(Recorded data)
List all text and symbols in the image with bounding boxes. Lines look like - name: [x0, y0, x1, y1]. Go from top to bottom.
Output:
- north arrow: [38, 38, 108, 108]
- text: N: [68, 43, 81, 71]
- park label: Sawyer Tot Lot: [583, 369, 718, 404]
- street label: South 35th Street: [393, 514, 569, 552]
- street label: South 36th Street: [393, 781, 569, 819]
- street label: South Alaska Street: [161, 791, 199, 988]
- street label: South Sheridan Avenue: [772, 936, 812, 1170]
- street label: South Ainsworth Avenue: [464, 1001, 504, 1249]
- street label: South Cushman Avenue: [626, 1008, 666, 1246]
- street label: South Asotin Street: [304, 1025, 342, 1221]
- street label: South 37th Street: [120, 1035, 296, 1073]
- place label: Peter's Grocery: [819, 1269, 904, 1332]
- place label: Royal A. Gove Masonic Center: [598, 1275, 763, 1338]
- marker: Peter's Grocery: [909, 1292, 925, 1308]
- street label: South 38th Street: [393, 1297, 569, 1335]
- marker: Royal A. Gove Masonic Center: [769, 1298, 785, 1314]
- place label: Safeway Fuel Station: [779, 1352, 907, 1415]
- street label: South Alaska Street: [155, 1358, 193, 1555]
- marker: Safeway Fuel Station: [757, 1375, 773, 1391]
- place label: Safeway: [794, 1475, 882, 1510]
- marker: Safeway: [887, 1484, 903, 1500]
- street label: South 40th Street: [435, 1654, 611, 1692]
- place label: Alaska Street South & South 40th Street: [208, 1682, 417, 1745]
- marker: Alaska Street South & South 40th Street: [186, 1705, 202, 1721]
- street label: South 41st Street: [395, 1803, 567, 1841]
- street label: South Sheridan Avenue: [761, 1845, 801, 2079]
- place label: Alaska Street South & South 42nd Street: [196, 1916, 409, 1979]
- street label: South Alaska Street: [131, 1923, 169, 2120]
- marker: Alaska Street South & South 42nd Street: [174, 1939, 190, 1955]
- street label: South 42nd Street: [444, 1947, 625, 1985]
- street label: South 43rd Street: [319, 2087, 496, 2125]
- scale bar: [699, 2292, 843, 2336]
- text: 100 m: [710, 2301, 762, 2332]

◆ GOAL OF THE EXERCISE: Whenever a line above includes the string "Masonic", copy it.

◆ REPLY TO THE EXERCISE:
- place label: Royal A. Gove Masonic Center: [598, 1275, 763, 1338]
- marker: Royal A. Gove Masonic Center: [769, 1298, 785, 1314]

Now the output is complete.